An hour later, a flushed and floury Maddy just managed to finish fastening her blouse before her three children and her mother-in-law came into the kitchen.
‘Jenny.’ Maddy beamed as she responded to the older woman’s affectionate hug. ‘Thanks for having them. Have you been good for Grandma?’ she asked her two elder children whilst Max expertly scooped their youngest out of Jenny’s arms.
‘Your skirt is all floury,’ Leo pointed out to his mother.
‘Yes, and so is your blouse,’ Emma chirped.
Blushing, Maddy turned away.
‘Mummy’s been very busy,’ Max told them tongue-in-cheek.
As Maddy turned towards him to give him a wifely look, Jenny remarked in amusement, ‘There’s flour all over the back of your skirt, as well, Maddy … and Max’s suit—’
‘Caught in the act,’ Max admitted cheerfully. ‘Well, almost …’
‘Max!’
Both Jenny and Maddy protested at the same time.
‘What does Daddy mean?’ Emma demanded, tugging insistently at Maddy’s skirt.
‘Uh-huh, bath time for you, baby,’ Max announced quickly, walking towards the kitchen door.
‘Men!’ Maddy expostulated to her mother-in-law after he had escaped.
‘Hmm. Talking of which, how’s Ben?’ Jenny asked her.

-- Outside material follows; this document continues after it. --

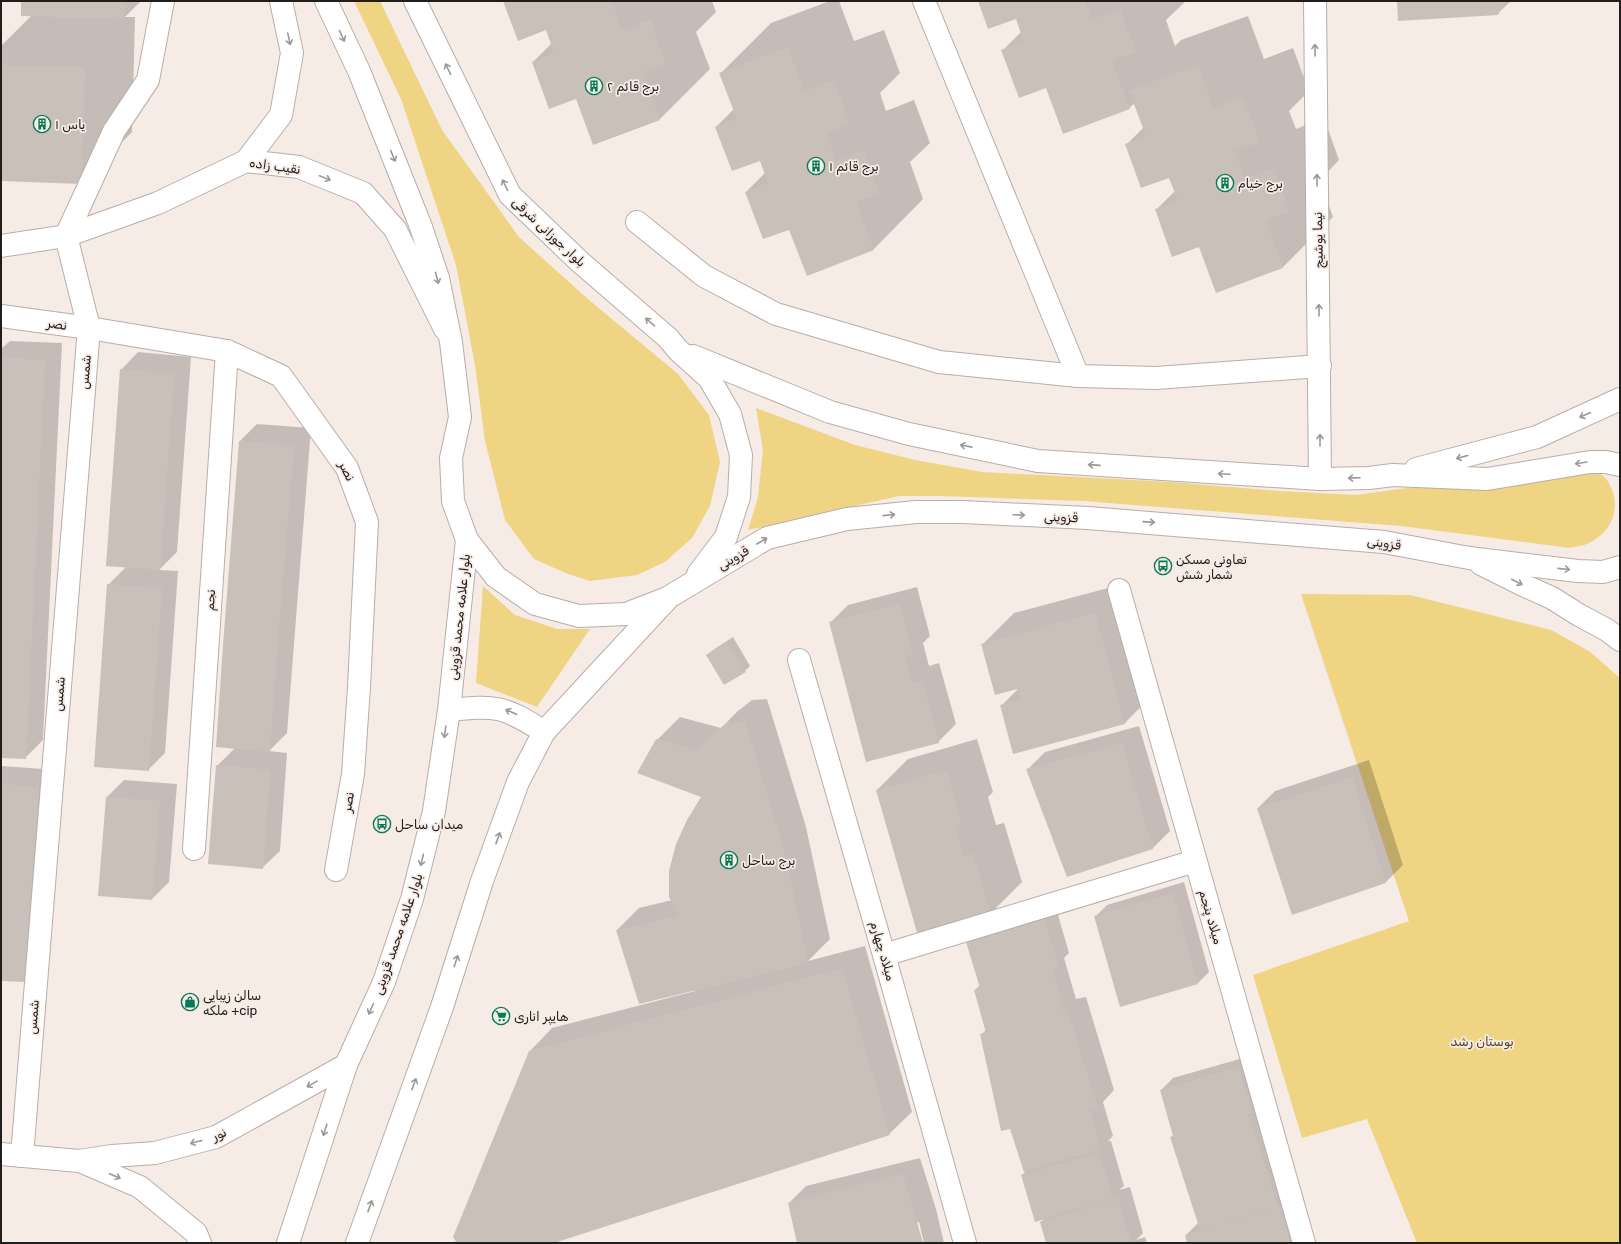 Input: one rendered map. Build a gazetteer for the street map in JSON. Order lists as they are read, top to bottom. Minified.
{"streets":{"street":["نقیب زاده","بلوار جوزانی شرقی","نیما یوشیج","نصر","شمس","قزوینی","نجم","بلوار علامه محمد قزوینی","میلاد پنجم","میلاد چهارم","نور"]},"crossings":[["نقیب زاده","شمس"],["نصر","شمس"],["نصر","نجم"],["شمس","نور"],["بلوار علامه محمد قزوینی","نور"]],"one_way":["نقیب زاده","نیما یوشیج"],"parks":["بوستان رشد"],"places":{"building":["برج قائم ۲","یاس ۱","برج قائم ۱","برج خیام","برج ساحل"],"bus stop":["تعاونی مسکن شمار شش","میدان ساحل"],"shop":["سالن زیبایی ملکه +cip"],"supermarket":["هايپر اناری"]}}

‘Not really any better,’ Maddy admitted. ‘He just doesn’t seem to … I’ve arranged for this herbalist I’ve heard about to come and see him. The problem is that she’s so busy it’s going to be a few weeks before she can come.’
‘A herbalist … ?’
‘Herbal medicines are proven to work,’ Maddy began defensively, but Jenny shook her head.
‘I wasn’t criticising, my dear. I think it’s an excellent idea.’
‘Do you? Good. In fact, I’ve been wondering if we mightn’t use it somehow at The Houses.’
‘The Houses’ were the units of accommodation originally sponsored and started by Ben Crighton’s sister Ruth to provide secure homes for single mothers and their babies. They had since been extended to provide not just accommodation and rooms where young fathers could visit their children, but also to give access to educational opportunities to help equip the young mothers to earn their own living.
‘What are you planning to do?’ Jenny asked Maddy in some amusement. ‘Train all our teenage mums as potential herbalists?’
Maddy laughed. ‘No, of course not. No, what I was thinking was that we could perhaps utilise the kitchen garden here and combine a programme on gardening with nutritional awareness and simple, basic home remedies of the type our grandmothers would have used. It would be another step towards making our mums independent and add to their sense of self-worth.’
‘Well, it’s certainly worth thinking about,’ Jenny agreed.
After her late marriage to the man she had loved and believed lost to her, the father of her illegitimate daughter, Ruth had handed over day-to-day control of the charity she had founded to Jenny and Maddy, thus allowing her to split her time between her home in Haslewich and her family in America.